With luck this could be a compiler for Sinclair SuperBASIC - the vastly improved, Comal-based interpreter programmed by Jan Jones and built into the QL's ROM, alongside Tony Tebby's Unix-influenced Qdos operating system - but if I got stuck, or busy with something or someone else (maybe even a girlfriend?) I reckoned I could fall back on ZIP and still earn the degree.

Staff at Quicksilva obtained early Qdos documentation from Sinclair on my behalf, and I got a QL from the second batch at the end of May 1984, then another one which worked (the first lasted only 45 minutes) in June. I made steady progress, first writing code on my 128K microdrive-based system to read the tokenised program source from QL memory - then routines to parse the result and generate corresponding code in the form of calls to intermediate code and stack operations expressed in Reserve Polish Notation. This text output was written to microdrive tape and later - once I got onto Metacomco's Macro Assembler beta-test programme - converted into 68000 machine code by expanding the text, via assembler macros.

This was enough to prove the symbols table and expression evaluation code, and get benchmarks compiled and running as standalone multi-tasking processes, but the generated code was far too verbose to give me any chance of making the compiled compiler fit on the machine. Like Zip, this was a four-pass compiler, working from tokenised source in the interpreter's memory. The first pass collected information about the whole source, to enable robust error checks later on. The second pass converted the source into an intermediate code and reported all errors. Only if that worked - and most programs submitted for compilation fail at this point - were two more passes used to translate the intermediate code and fix up cross-references to make a stand-alone code file. The use of compilation from memory made the extra pre-pass fast, and the separate code-generation phase simplified the design and allowed the machine code library to overlay the compiler, making best use of limited RAM and the microdrives - good for large block loads but slow for sequential filing.

The following spring a demo to my supervisor went well and that and the report earned me a first class honours for the project. By the time I graduated I was looking for a publisher, who could turn the compiler into a product as Quicksilva were no longer interested in the QL and in the throes of selling out to Argus Press.

Freddy Vachha was setting up Digital Precision as a specialist QL publisher at the time, and set me up with a 720K CST 5.25" floppy disk system, 256K extra RAM from Simplex Data, and an advance which I immediately spent on the HiFi system I'd always wanted but never been able to afford - Tannoy M20 speakers, a Mission Cyrus amplifier and one of the new-fangled CD players that were expensive luxuries in 1984 - one of the early 14 bit Marantz ones, and the only part of the setup I'm not using any more.

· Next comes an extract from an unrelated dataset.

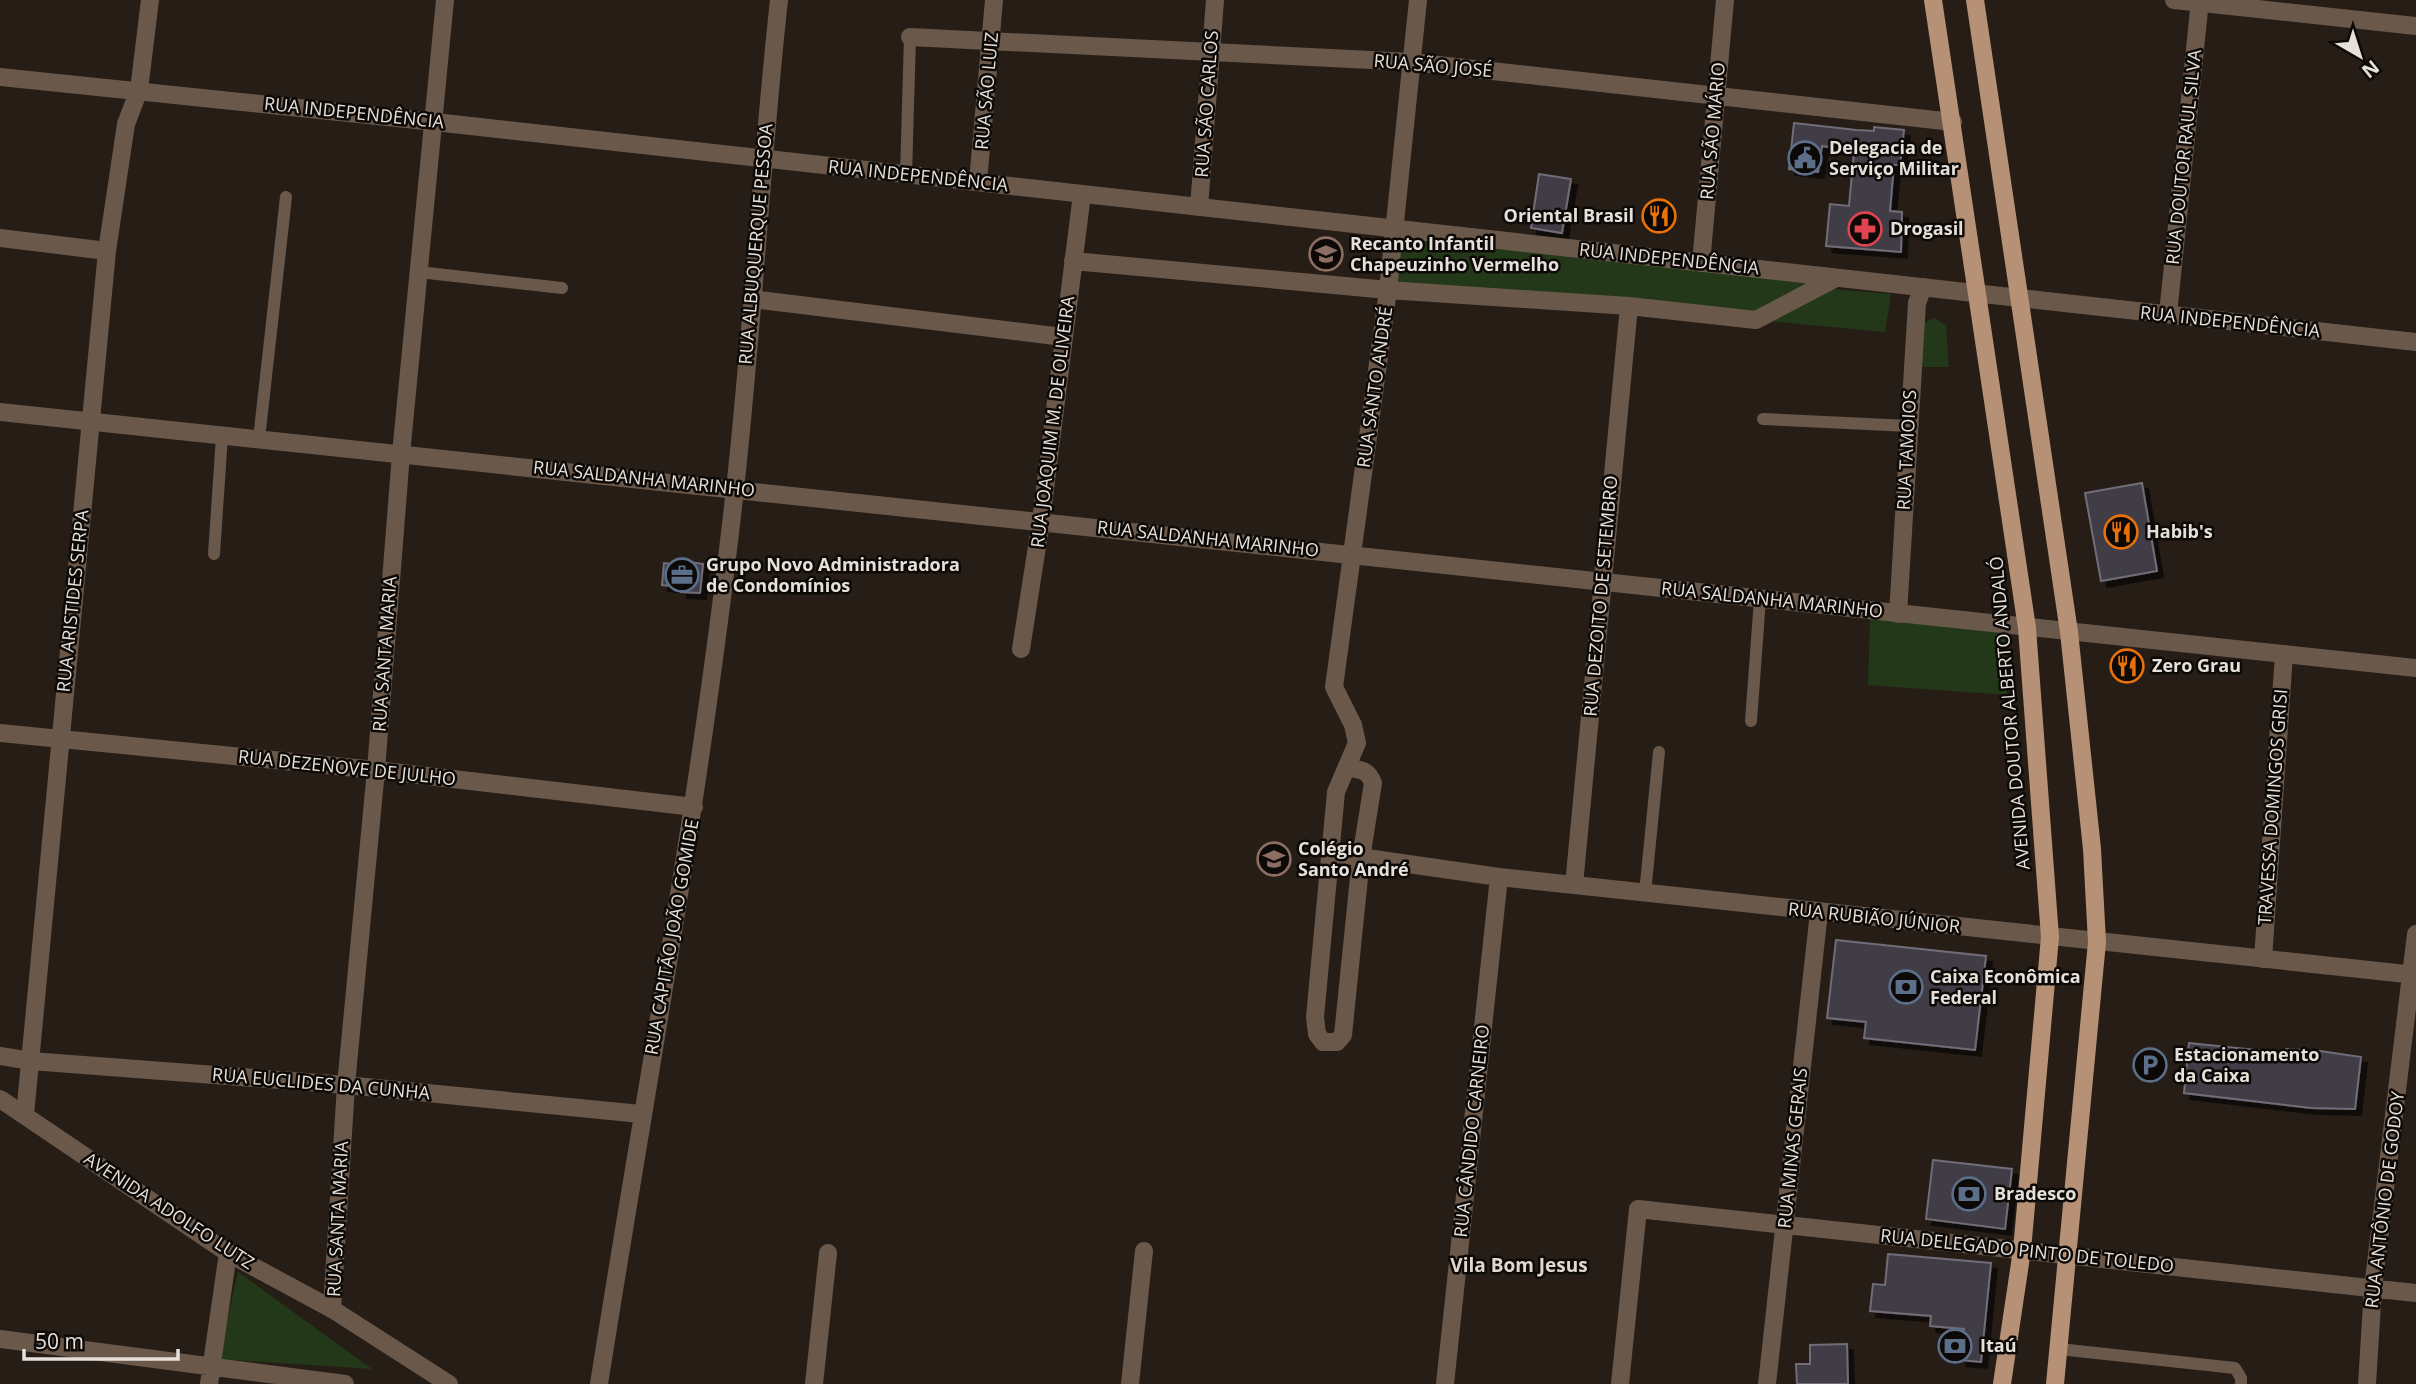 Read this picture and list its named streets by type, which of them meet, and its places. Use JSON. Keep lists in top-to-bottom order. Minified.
{"streets":{"main road":["AVENIDA DOUTOR ALBERTO ANDALÓ"],"street":["RUA SÃO JOSÉ","RUA SÃO LUIZ","RUA SÃO CARLOS","RUA INDEPENDÊNCIA","RUA SÃO MÁRIO","RUA DOUTOR RAUL SILVA","RUA ALBUQUERQUE PESSOA","RUA SANTO ANDRÉ","RUA JOAQUIM M. DE OLIVEIRA","RUA TAMOIOS","RUA SALDANHA MARINHO","RUA DEZOITO DE SETEMBRO","RUA ARISTIDES SERPA","RUA SANTA MARIA","RUA DEZENOVE DE JULHO","TRAVESSA DOMINGOS GRISI","RUA RUBIÃO JÚNIOR","RUA CAPITÃO JOÃO GOMIDE","RUA EUCLIDES DA CUNHA","RUA CÂNDIDO CARNEIRO","RUA MINAS GERAIS","RUA ANTÔNIO DE GODOY","AVENIDA ADOLFO LUTZ","RUA DELEGADO PINTO DE TOLEDO"]},"crossings":[["RUA SÃO JOSÉ","RUA SÃO LUIZ"],["RUA SÃO JOSÉ","RUA SÃO CARLOS"],["RUA SÃO JOSÉ","RUA SÃO MÁRIO"],["RUA SÃO JOSÉ","RUA SANTO ANDRÉ"],["RUA SÃO JOSÉ","AVENIDA DOUTOR ALBERTO ANDALÓ"],["RUA SÃO LUIZ","RUA INDEPENDÊNCIA"],["RUA SÃO CARLOS","RUA INDEPENDÊNCIA"],["RUA INDEPENDÊNCIA","RUA SÃO MÁRIO"],["RUA INDEPENDÊNCIA","RUA DOUTOR RAUL SILVA"],["RUA INDEPENDÊNCIA","RUA ALBUQUERQUE PESSOA"],["RUA INDEPENDÊNCIA","RUA SANTO ANDRÉ"],["RUA INDEPENDÊNCIA","RUA JOAQUIM M. DE OLIVEIRA"],["RUA INDEPENDÊNCIA","RUA TAMOIOS"],["RUA INDEPENDÊNCIA","RUA ARISTIDES SERPA"],["RUA INDEPENDÊNCIA","RUA SANTA MARIA"],["RUA INDEPENDÊNCIA","AVENIDA DOUTOR ALBERTO ANDALÓ"],["RUA ALBUQUERQUE PESSOA","RUA SALDANHA MARINHO"],["RUA ALBUQUERQUE PESSOA","RUA CAPITÃO JOÃO GOMIDE"],["RUA SANTO ANDRÉ","RUA SALDANHA MARINHO"],["RUA SANTO ANDRÉ","RUA RUBIÃO JÚNIOR"],["RUA JOAQUIM M. DE OLIVEIRA","RUA SALDANHA MARINHO"],["RUA TAMOIOS","RUA SALDANHA MARINHO"],["RUA SALDANHA MARINHO","RUA DEZOITO DE SETEMBRO"],["RUA SALDANHA MARINHO","RUA ARISTIDES SERPA"],["RUA SALDANHA MARINHO","RUA SANTA MARIA"],["RUA SALDANHA MARINHO","AVENIDA DOUTOR ALBERTO ANDALÓ"],["RUA SALDANHA MARINHO","TRAVESSA DOMINGOS GRISI"],["RUA SALDANHA MARINHO","RUA CAPITÃO JOÃO GOMIDE"],["RUA DEZOITO DE SETEMBRO","RUA RUBIÃO JÚNIOR"],["RUA ARISTIDES SERPA","RUA DEZENOVE DE JULHO"],["RUA ARISTIDES SERPA","RUA EUCLIDES DA CUNHA"],["RUA ARISTIDES SERPA","AVENIDA ADOLFO LUTZ"],["RUA SANTA MARIA","RUA DEZENOVE DE JULHO"],["RUA SANTA MARIA","RUA EUCLIDES DA CUNHA"],["RUA SANTA MARIA","AVENIDA ADOLFO LUTZ"],["AVENIDA DOUTOR ALBERTO ANDALÓ","RUA RUBIÃO JÚNIOR"],["AVENIDA DOUTOR ALBERTO ANDALÓ","RUA DELEGADO PINTO DE TOLEDO"],["RUA DEZENOVE DE JULHO","RUA CAPITÃO JOÃO GOMIDE"],["TRAVESSA DOMINGOS GRISI","RUA RUBIÃO JÚNIOR"],["RUA RUBIÃO JÚNIOR","RUA CÂNDIDO CARNEIRO"],["RUA RUBIÃO JÚNIOR","RUA MINAS GERAIS"],["RUA RUBIÃO JÚNIOR","RUA ANTÔNIO DE GODOY"],["RUA CAPITÃO JOÃO GOMIDE","RUA EUCLIDES DA CUNHA"],["RUA MINAS GERAIS","RUA DELEGADO PINTO DE TOLEDO"],["RUA ANTÔNIO DE GODOY","RUA DELEGADO PINTO DE TOLEDO"]],"districts":["Vila Bom Jesus"],"places":{"public building":["Delegacia de Serviço Militar"],"restaurant":["Oriental Brasil","Habib's","Zero Grau"],"pharmacy":["Drogasil"],"school or university":["Recanto Infantil Chapeuzinho Vermelho","Colégio Santo André"],"office":["Grupo Novo Administradora de Condomínios"],"bank":["Caixa Econômica Federal","Bradesco","Itaú"],"parking":["Estacionamento da Caixa"]},"scale_bar":"50 m","north":"bottom right"}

It took another year to develop the academic project into a commercial product - QL Supercharge, £60 boxed with a 100 page manual (written in Scripsit on my Video Genie, printed with a Juki 6100 daisywheel printer). The compiler ran overnight for weeks, parsing itself in slow interpreted BASIC, usually to fall over in the small hours with some unanticipated problem. The aim was to get it to compile itself, and after weeks of trying it got all the way to the end and emitted a complete intermediate file. A few weeks later that assembled into an executable program. It took weeks more to get that to compile itself, and further weeks to get the compiled compiler to match the compiled compiled compiler! Compiler bootstrapping is not as simple, or as easy, as academics often make it seem.

To meet the challenge to get from intermediate to executable code, Freddy enlisted Ferranti CPU designer and Open University lecturer Gerry Jackson, author of SuperForth, DP's first QL compiler, to write a custom code-generator to take the place of the Metacomco assembler. In the process the design was refined to optimise the speed and size of the generated code.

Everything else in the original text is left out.